Let me know what you think...and show us how you're using yours, if you are. 

I've built so much furniture, event and otherwise, that I'll never use, so it was nice to get something I actually like! 












And I redecorated my second floor too. I wish there were more bathroom items, but for now I'm stuck with a shower, hand washing station and a port-a-potty, but I figured it's better than going in the woods LOL!!!!


----------



## SierraSigma (Jan 20, 2018)

I really like the Ranch series, so what has happened with all three events so far is the new items have been incorporated or replaced items from that series (a 2x2 table for a 2x2 table for example). Im struggling to upload pictures... What I will say is that, especially with this event, it does kind of irritate me when people dont at least display the latest piece they have. Or, indeed, dont check what I have on display and realise I dont need diamond butterflies anymore...

Your camper is really good. I gave up going into them a while ago. Half the time, even with someone you can tell from their campsite has progressed quite far, it seems people tend not to bother paying off their loans and decorating their camper.

You definitely have more imagination than me. I just aimed to have complete sets on display and ended up with the modern, sleek and lovely sets. And then the modern set got a bed I cant fit so it hasnt changed and is displaying an incomplete set.

The only negative point I have about your camper, something youre probably completely unaware of: when people visit it, your character stands in the way of the corridor so the only thing they can do is sit on the nearest zen chair. I know its such a minor niggle but seeing as running around and interacting with the items is all you can do with others' camps... Mirroring the whole downstairs so the table is on the right and the kitchen on the left would solve it. Just a suggestion. Besides that, it makes really inventive use of space and furniture available so it's great.


----------



## KaydeeKrunk (Jan 20, 2018)

I really hope I can get more of it, not all of it is in my taste, but I love the colors, goes with what I am doing with my camp a lot, so far I am only using a stool and the coffee pot. I really hope I can at least get 2 screens and one of the cups before the event ends, but chances are slim for me =[[[


----------



## Gruntilda (Jan 20, 2018)

Wow... fantastic camper setup!  I am impressed!


----------



## SpookyMemes (Jan 20, 2018)

I'm doing the Rover event by myself so it's like 10x harder without friends lol...

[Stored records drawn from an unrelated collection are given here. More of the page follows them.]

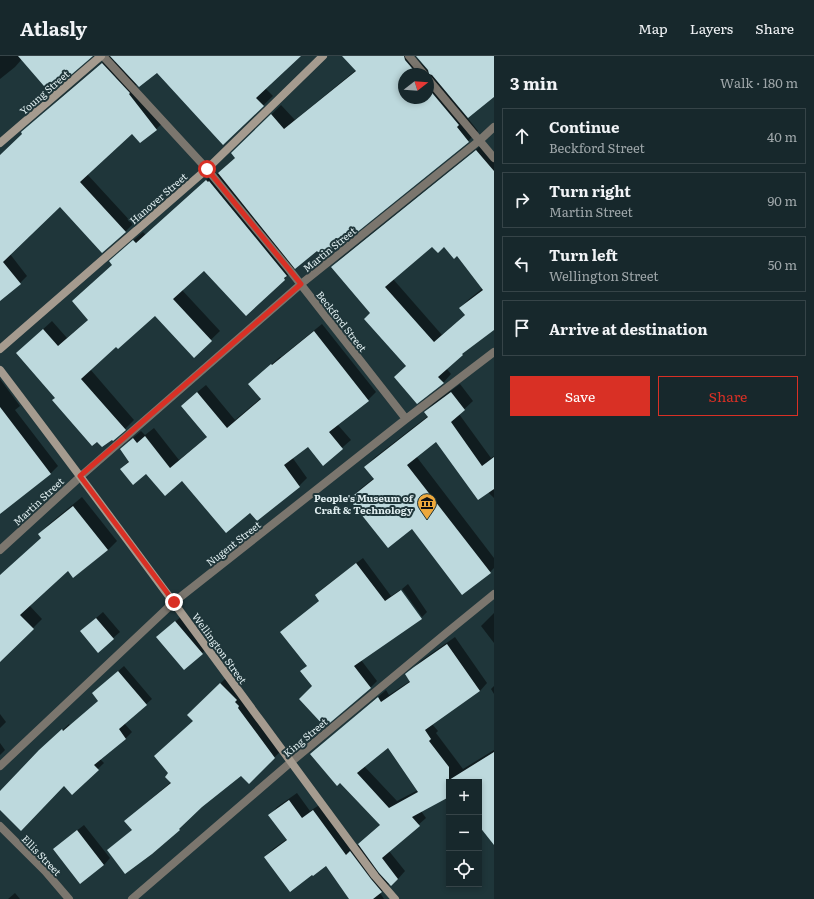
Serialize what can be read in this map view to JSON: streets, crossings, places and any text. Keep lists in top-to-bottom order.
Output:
{
  "streets": {
    "street": [
      "Young Street",
      "Hanover Street",
      "Martin Street",
      "Beckford Street",
      "Nugent Street",
      "Wellington Street",
      "King Street",
      "Ellis Street"
    ]
  },
  "crossings": [
    ["Young Street", "Beckford Street"],
    ["Hanover Street", "Beckford Street"],
    ["Martin Street", "Beckford Street"],
    ["Martin Street", "Wellington Street"],
    ["Beckford Street", "Nugent Street"],
    ["Nugent Street", "Wellington Street"],
    ["Wellington Street", "King Street"]
  ],
  "places": {
    "museum": ["People's Museum of Craft & Technology"]
  },
  "north": "right",
  "page": {
    "header": "Atlasly",
    "nav": ["Map", "Layers", "Share"],
    "heading": ["3 min", "Walk · 180 m"],
    "list": [
      ["Continue", "Beckford Street", "40 m"],
      ["Turn right", "Martin Street", "90 m"],
      ["Turn left", "Wellington Street", "50 m"],
      "Arrive at destination"
    ],
    "buttons": ["Save", "Share"],
    "map_buttons": ["+", "−"]
  }
}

I haven't even gotten the Rover cap so I'll probably never get to where you are, but your camper looks amazing!

EDT: and the only person on my friend's list barely plays and she doesn't have any dahlias growing in her garden, but we've been friends out of ACPC for like 2 years now so I don't want to delete her


----------



## Urchinia (Jan 20, 2018)

Wow! Your camper is exquisite! I absolutely love it!


----------



## ravenblue (Jan 20, 2018)

I'm using it in my camp. I got the glitch where I completed two tasks at the same time and got two of Rover's shirt so I'm wearing one and have one displayed in my camp lol. The way I feel about this furniture series is that it was so much hard work for me and my friends that I need to display it to show a bit of gratitude for how far we've gotten helping each other out. It helps that I actually have always loved Rover and I think his furniture set is really cool.


----------



## tolisamarie (Jan 20, 2018)

SierraSigma, I didn't know about my character blocking the aisle! I'll try your mirror suggestion. I think you are right that most people don't even bother with their camper, which is too bad because I enjoy decorating mine and would love to see more people do the same. I bet you're one of the few who have actually gone into my camper! I post pics here because it's the only way I can show it off!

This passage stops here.